The Commission, which launched at the beginning of the year, has until the end of June to develop priorities and recommendations for rebuilding Puerto Rico “stronger and better,” according to Malu Blázquez, the Commission’s executive director. She recently told NPQ, “We have an aggressive schedule of events. I packed as many meetings as I could to get as much participation as possible.”
If the Commission wants to influence how any money that comes to Puerto Rico is assigned, whether it’s federal, state, or philanthropic, Blázquez has no choice but to balance participation with speed. How will it do this balancing?
The Commission is focusing on six topics: energy, physical infrastructure, natural infrastructure, housing, economic development, and education/health/social services. There are three working groups for each topic area, so 18 total. There are six regions in Puerto Rico, according to the planning board map, and the effort will host at least one of these meetings in each region, and another will convene representatives from foundations and guilds, or professional associations.
The first working group was in February, with a second in March, and a third to come in April. Those working groups are populated by leaders from the private, public, and nonprofit sectors, and they’re mostly Puerto Ricans, save for a few subject matter experts. The results of the first working group will be fed into the community meetings, and what comes out of those meetings will in turn feed into the second working group, which will have a resilience lens. There will also be a poll on the Commission’s website to get more community participation.
The final plan will be shared with the community, Blázquez says, to “say thank you for participating, get feedback, and tell them how they can best use the report to move the agenda in their areas of work.” The plan will not be detailed, with specific projects; that, hopefully, will occur in the next phase.
Though the three foundations initiated the project last November with the guidance of the Center for a New Economy, Blázquez assures that “the project is led by Puerto Ricans.” While the Center is the fiscal sponsor, the Commission’s board of directors comprises five Puerto Rican leaders, chosen by the three foundations, who will make all the final decisions. They are:
- Richard Carrion, Chairman of Popular Inc., (Banco Popular, Puerto Rico’s largest bank)

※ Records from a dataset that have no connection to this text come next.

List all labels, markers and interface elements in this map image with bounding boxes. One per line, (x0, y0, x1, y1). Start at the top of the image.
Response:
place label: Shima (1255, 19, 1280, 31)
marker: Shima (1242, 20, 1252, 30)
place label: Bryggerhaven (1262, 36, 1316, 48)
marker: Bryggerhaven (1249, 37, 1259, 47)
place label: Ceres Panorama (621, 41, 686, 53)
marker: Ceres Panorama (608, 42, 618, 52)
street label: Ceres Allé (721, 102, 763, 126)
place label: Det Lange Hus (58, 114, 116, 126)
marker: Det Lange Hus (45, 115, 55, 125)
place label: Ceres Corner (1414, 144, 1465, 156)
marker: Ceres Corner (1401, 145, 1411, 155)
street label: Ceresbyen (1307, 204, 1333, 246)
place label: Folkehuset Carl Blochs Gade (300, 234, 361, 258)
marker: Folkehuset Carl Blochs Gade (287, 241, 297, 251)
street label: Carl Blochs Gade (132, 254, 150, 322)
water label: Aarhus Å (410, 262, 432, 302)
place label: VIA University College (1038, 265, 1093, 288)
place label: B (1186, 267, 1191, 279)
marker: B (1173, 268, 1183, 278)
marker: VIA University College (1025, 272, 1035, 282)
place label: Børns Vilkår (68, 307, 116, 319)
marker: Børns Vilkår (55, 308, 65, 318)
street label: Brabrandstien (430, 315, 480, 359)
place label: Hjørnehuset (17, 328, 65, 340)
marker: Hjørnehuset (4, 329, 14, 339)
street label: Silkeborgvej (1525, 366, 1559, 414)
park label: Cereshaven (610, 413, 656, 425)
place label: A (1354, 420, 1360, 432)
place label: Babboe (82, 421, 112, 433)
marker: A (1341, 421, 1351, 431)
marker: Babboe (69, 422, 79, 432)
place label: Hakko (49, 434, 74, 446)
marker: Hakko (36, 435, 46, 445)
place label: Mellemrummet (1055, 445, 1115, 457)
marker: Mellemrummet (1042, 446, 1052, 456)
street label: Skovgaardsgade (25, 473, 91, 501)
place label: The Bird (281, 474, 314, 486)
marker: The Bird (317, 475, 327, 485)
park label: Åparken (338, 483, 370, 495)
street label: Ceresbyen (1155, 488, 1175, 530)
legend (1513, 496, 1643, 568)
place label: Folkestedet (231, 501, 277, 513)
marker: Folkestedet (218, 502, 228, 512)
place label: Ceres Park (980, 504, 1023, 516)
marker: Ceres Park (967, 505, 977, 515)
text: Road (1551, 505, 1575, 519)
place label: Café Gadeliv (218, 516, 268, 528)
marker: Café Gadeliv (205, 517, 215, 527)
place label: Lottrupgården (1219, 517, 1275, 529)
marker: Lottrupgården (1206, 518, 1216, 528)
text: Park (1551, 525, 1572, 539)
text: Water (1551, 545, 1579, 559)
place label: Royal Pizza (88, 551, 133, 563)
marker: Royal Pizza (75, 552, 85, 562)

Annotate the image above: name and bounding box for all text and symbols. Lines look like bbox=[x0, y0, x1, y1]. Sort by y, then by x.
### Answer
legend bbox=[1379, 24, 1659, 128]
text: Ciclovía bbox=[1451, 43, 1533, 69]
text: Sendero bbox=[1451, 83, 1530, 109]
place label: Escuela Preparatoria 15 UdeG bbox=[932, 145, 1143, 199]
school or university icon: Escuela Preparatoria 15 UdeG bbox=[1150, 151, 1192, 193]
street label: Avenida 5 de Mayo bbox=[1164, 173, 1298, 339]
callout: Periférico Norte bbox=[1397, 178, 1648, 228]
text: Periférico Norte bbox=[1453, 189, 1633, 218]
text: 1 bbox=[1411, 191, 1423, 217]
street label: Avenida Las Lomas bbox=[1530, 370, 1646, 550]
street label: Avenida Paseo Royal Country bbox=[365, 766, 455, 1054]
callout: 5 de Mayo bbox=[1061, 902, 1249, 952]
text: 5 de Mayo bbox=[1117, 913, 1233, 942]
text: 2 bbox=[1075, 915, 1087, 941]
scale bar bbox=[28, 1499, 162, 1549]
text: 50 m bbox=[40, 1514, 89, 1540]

- Carmen Concepcion, Director of the Graduate School of Planning at the University of Puerto Rico, Rio Piedras
- Ana Maria Garcia Blanco, Executive Director, Instituto Nueva Escuela (a Montessori school)
- Miguel Soto-Class, Founder and President of the Center for a New Economy
- Federico Stubbe, Chairman and CEO of Prisa Group (a development company)
In addition to the five directors, called co-chairs, there are another 24 leaders called commissioners, also Puerto Rican leaders from different sectors, who lead participants in the working groups. These commissioners were selected by the co-chairs, with a focus on leaders in different fields with vast experience, or, as Blázquez says, “leadership that could bring valuable insight into the working group sessions.”
Of the response the Commission is getting so far, Blázquez says, “There are a lot of people collaborating. We’re getting a lot of assistance and interest in this effort from all the people we reach out to.”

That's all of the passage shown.